There is one span to output from the data below: the lines starting at the line with "context = document.querySelector('canvas').getContext('2d');" and ending at the line with "context.font = font". Output it exactly, ends included, nothing more.

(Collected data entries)
************

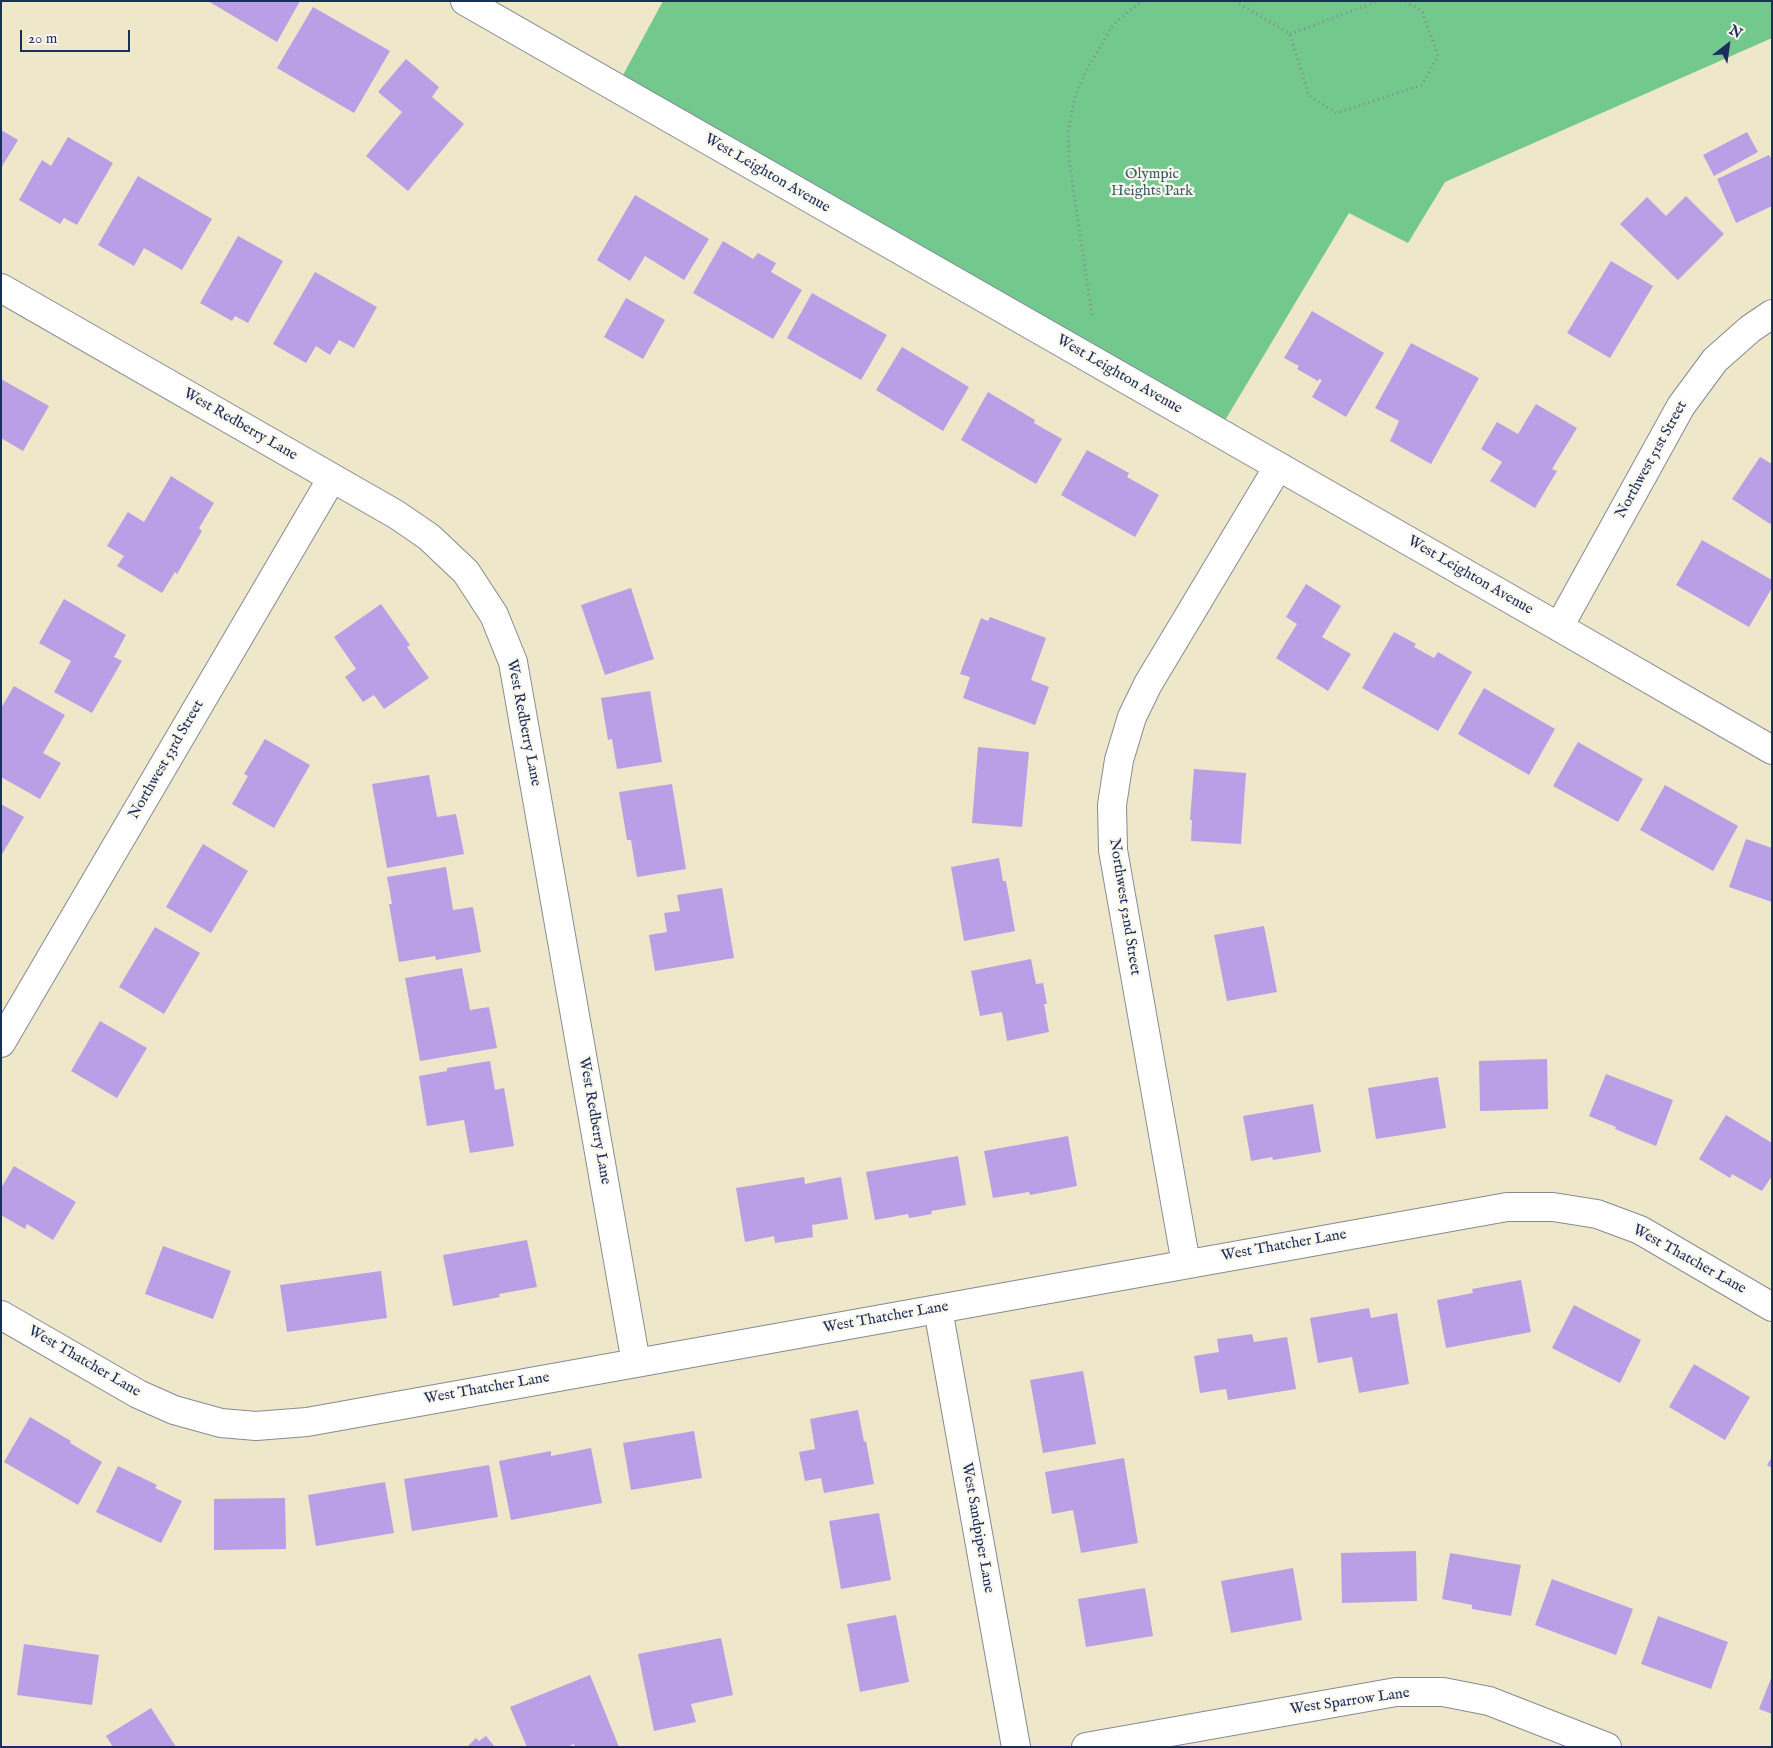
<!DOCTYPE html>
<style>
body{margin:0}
#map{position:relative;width:1773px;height:1748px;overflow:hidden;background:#eee7c9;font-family:"IM FELL English",serif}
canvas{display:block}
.frame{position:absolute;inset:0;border:2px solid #1b2f5e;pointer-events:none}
.north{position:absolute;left:1703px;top:20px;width:50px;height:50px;-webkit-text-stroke:4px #fbf7ec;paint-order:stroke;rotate:30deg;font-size:14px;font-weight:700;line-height:20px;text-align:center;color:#1b2f5e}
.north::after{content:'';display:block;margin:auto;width:18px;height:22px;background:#1b2f5e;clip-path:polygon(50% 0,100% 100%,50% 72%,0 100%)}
.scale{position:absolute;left:20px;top:30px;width:110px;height:22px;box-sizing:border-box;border:2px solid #1b2f5e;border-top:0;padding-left:6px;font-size:15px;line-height:18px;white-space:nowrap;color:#1b2f5e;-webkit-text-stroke:4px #fbf7ec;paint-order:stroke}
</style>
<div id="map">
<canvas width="1773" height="1748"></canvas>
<div class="frame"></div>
<div class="north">N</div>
<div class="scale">20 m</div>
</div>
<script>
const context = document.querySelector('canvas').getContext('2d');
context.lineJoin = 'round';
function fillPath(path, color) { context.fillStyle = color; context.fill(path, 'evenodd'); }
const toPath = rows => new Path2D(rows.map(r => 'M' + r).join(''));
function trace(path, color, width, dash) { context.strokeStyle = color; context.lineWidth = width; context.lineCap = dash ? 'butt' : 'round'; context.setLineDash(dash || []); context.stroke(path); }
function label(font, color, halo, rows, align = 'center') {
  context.font = font + ' "IM FELL English",serif'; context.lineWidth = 4.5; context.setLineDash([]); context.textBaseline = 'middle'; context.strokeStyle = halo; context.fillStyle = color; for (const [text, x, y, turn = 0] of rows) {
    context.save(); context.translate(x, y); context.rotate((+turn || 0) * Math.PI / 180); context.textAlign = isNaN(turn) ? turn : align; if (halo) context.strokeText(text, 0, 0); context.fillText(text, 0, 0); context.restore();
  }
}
const green = toPath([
 [663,1,1772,1,1772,38,1445,182,1408,243,1349,213,1218,432,616,88]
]);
const building = toPath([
 [208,1,300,1,277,42],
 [313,7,390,51,354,113,277,68],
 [406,59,439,87,432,97,464,124,408,191,366,156,402,112,378,92],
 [1,130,18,140,1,168],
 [1747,132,1758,152,1714,176,1703,155],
 [68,137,113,163,77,225,64,218,60,224,19,200,42,160,51,166],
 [1769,155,1772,160,1772,206,1736,223,1717,179],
 [138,176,212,219,182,270,144,248,134,266,98,245],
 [635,195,709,239,684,280,645,256,630,281,597,260],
 [1686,196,1724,234,1678,280,1620,224,1647,197,1666,216],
 [238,236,283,261,248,323,235,316,232,321,200,303],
 [723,241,753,259,758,253,776,263,771,272,802,290,773,339,693,293],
 [1611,261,1653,286,1610,358,1567,333],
 [315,272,377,307,354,348,339,340,330,355,316,346,306,363,273,344],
 [812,293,887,335,861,380,787,338],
 [626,298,665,320,643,359,604,337],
 [1312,311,1384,353,1346,417,1312,397,1322,380,1319,379,1318,381,1297,369,1299,366,1284,358],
 [1411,343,1479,378,1431,464,1390,441,1399,421,1375,408],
 [902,347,969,387,943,431,876,390],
 [1,379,49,406,23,451,1,438],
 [988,392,1035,420,1034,423,1062,439,1036,484,961,440],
 [1536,404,1577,428,1552,469,1557,471,1535,508,1490,481,1502,462,1481,449,1497,422,1518,434],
 [1087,450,1129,473,1127,477,1159,495,1135,537,1061,495],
 [1760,457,1772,464,1772,521,1770,524,1732,499],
 [171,476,214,503,199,528,202,531,177,574,175,572,162,593,117,566,124,556,107,546,128,512,144,522],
 [1702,540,1772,580,1772,588,1749,627,1676,585],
 [1306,584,1341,606,1322,637,1351,654,1328,691,1276,658,1297,624,1286,617],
 [631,588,654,659,605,675,581,605],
 [64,599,126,635,114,657,122,661,92,713,54,692,71,661,39,643],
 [381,604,410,645,407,647,429,678,384,709,374,695,363,702,345,677,356,669,334,637],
 [990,617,1046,638,1031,680,1049,687,1035,725,963,698,970,677,960,674,981,618,988,621],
 [1394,632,1416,644,1414,647,1434,658,1438,652,1472,672,1438,731,1362,688],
 [14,686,65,715,43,753,61,763,40,799,1,777,1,708],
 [1484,688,1555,729,1529,775,1458,734],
 [650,691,662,762,617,769,612,739,608,740,601,698],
 [265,739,310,765,274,828,232,804,248,776,244,774],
 [1578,742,1643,779,1618,822,1553,786],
 [978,747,1029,752,1022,827,972,823],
 [1194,769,1246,773,1241,844,1191,841,1192,820,1190,820],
 [429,775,437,817,456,814,464,854,387,868,372,784],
 [672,784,686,869,637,877,631,840,627,840,619,792],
 [1665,785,1738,826,1713,871,1640,830],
 [1,804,24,817,1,856],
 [1746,839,1772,848,1772,902,1729,887],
 [203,844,248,871,211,933,166,907],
 [999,858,1003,881,1006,881,1015,931,964,941,951,867],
 [446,867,453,910,473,907,481,952,436,960,435,956,399,962,389,904,392,904,387,877],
 [722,888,734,958,655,971,649,935,667,932,664,913,680,911,677,895],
 [1264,926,1277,992,1227,1001,1214,935],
 [155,927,200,953,164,1014,119,987],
 [1031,959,1036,984,1043,983,1047,1004,1044,1004,1049,1032,1007,1041,1002,1012,980,1016,971,971],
 [462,968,470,1010,489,1007,497,1048,420,1061,405,978],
 [100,1021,147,1048,117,1098,71,1071],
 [1547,1059,1548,1109,1480,1111,1479,1061],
 [490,1061,495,1090,504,1088,514,1146,470,1153,464,1120,427,1126,419,1076,447,1071,447,1068],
 [1606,1074,1673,1100,1656,1146,1615,1129,1616,1127,1589,1116],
 [1438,1077,1446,1128,1376,1139,1368,1088],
 [1313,1104,1321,1152,1273,1160,1272,1157,1251,1161,1243,1116],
 [1726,1115,1772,1143,1772,1176,1762,1191,1732,1174,1730,1178,1699,1159],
 [1068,1136,1077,1186,1030,1195,1029,1192,993,1198,984,1151],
 [958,1156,966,1205,931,1211,932,1214,909,1218,908,1214,875,1220,866,1172],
 [14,1166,76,1202,53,1240,27,1224,25,1229,1,1215,1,1188],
 [804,1177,805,1184,841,1177,848,1219,812,1225,813,1237,775,1243,774,1236,745,1242,736,1188],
 [527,1240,537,1287,499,1294,500,1297,453,1306,443,1255],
 [163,1246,231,1271,213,1319,145,1294],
 [381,1271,387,1318,287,1332,280,1285],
 [1521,1280,1531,1332,1446,1348,1437,1300,1473,1293,1472,1289],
 [1574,1305,1641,1340,1620,1383,1552,1348],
 [1369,1308,1371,1318,1397,1313,1409,1384,1359,1393,1352,1357,1318,1363,1310,1318],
 [1252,1334,1254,1342,1287,1337,1296,1389,1228,1400,1226,1389,1200,1393,1194,1356,1219,1352,1217,1339],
 [1694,1364,1750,1397,1725,1440,1669,1407],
 [1083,1371,1096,1444,1043,1453,1030,1380],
 [858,1410,864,1442,866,1441,874,1484,824,1493,821,1478,805,1481,799,1452,815,1449,810,1419],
 [30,1417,71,1441,70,1443,102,1462,78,1505,4,1462],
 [694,1431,702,1478,631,1490,623,1443],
 [591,1448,602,1503,511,1520,499,1461,551,1451,551,1456],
 [1772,1457,1772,1468,1767,1465],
 [1124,1458,1138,1543,1081,1553,1073,1510,1052,1514,1045,1472],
 [489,1465,498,1517,412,1531,404,1479],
 [118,1466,157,1485,155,1488,182,1501,161,1543,96,1512],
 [385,1482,394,1533,316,1546,308,1495],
 [285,1498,286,1549,214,1550,214,1499],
 [879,1513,891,1580,841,1589,829,1521],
 [1416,1551,1417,1601,1342,1603,1341,1553],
 [1450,1553,1521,1565,1511,1616,1472,1609,1472,1605,1442,1599],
 [1293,1568,1302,1620,1231,1633,1221,1581],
 [1552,1579,1633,1609,1616,1655,1535,1625],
 [1145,1588,1153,1636,1086,1647,1078,1599],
 [896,1615,909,1682,860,1692,847,1624],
 [1658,1616,1728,1642,1711,1689,1641,1664],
 [721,1638,733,1695,691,1704,696,1722,654,1731,638,1654],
 [24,1644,99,1655,92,1705,17,1695],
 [590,1675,619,1747,575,1747,574,1744,567,1747,527,1747,510,1707],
 [1772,1676,1772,1714,1759,1709],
 [151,1708,176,1747,113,1747,106,1736],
 [486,1736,495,1747,467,1747,476,1738,479,1741]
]);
const path = toPath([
 [1235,1,1290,34,1309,96,1337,113,1422,85,1438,56,1422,11,1405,1],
 [1290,34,1379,1],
 [1092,315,1069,160,1068,132,1075,96,1086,71,1113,25,1129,11,1142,1]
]);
const street = toPath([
 [465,1,1559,627,1772,750],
 [1,288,397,515,429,537,466,572,494,615,513,662,636,1363],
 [1559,627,1681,406,1715,360,1750,329,1772,314],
 [1,1043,332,478],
 [1186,1264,1113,850,1112,805,1119,760,1132,717,1148,684,1278,467],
 [938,1309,1016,1747],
 [1,1315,138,1394,174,1410,221,1423,256,1426,307,1422,1507,1207,1553,1207,1597,1214,1640,1230,1772,1307],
 [1086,1747,1396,1692,1443,1692,1489,1701,1607,1747]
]);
const streetNames = [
 ["West Leighton Avenue",767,174,30],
 ["West Leighton Avenue",1119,375,30],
 ["West Redberry Lane",240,425,30],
 ["Northwest 51st Street",1652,460,-61],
 ["West Leighton Avenue",1470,576,30],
 ["West Redberry Lane",523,723,79],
 ["Northwest 53rd Street",167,760,-60],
 ["Northwest 52nd Street",1124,907,81],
 ["West Redberry Lane",594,1121,80],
 ["West Thatcher Lane",1284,1246,-10],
 ["West Thatcher Lane",1689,1260,29],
 ["West Thatcher Lane",886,1318,-10],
 ["West Thatcher Lane",84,1362,30],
 ["West Thatcher Lane",487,1389,-10],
 ["West Sandpiper Lane",977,1528,80],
 ["West Sparrow Lane",1350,1702,-8]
];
const parkNames = [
 ["Olympic",1152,175],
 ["Heights Park",1152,192]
];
fillPath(green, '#72c88d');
fillPath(building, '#bb9fe6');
trace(street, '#848b94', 30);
trace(path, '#848b94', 3, [1, 4]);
trace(street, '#fff', 28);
label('15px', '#1b2f5e', '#fbf7ec', streetNames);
label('15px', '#355d6c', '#fbf7ec', parkNames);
</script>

************

Written response:
const context = document.querySelector('canvas').getContext('2d');
context.lineJoin = 'round';
function fillPath(path, color) { context.fillStyle = color; context.fill(path, 'evenodd'); }
const toPath = rows => new Path2D(rows.map(r => 'M' + r).join(''));
function trace(path, color, width, dash) { context.strokeStyle = color; context.lineWidth = width; context.lineCap = dash ? 'butt' : 'round'; context.setLineDash(dash || []); context.stroke(path); }
function label(font, color, halo, rows, align = 'center') {
  context.font = font + ' "IM FELL English",serif'; context.lineWidth = 4.5; context.setLineDash([]); context.textBaseline = 'middle'; context.strokeStyle = halo; context.fillStyle = color; for (const [text, x, y, turn = 0] of rows) {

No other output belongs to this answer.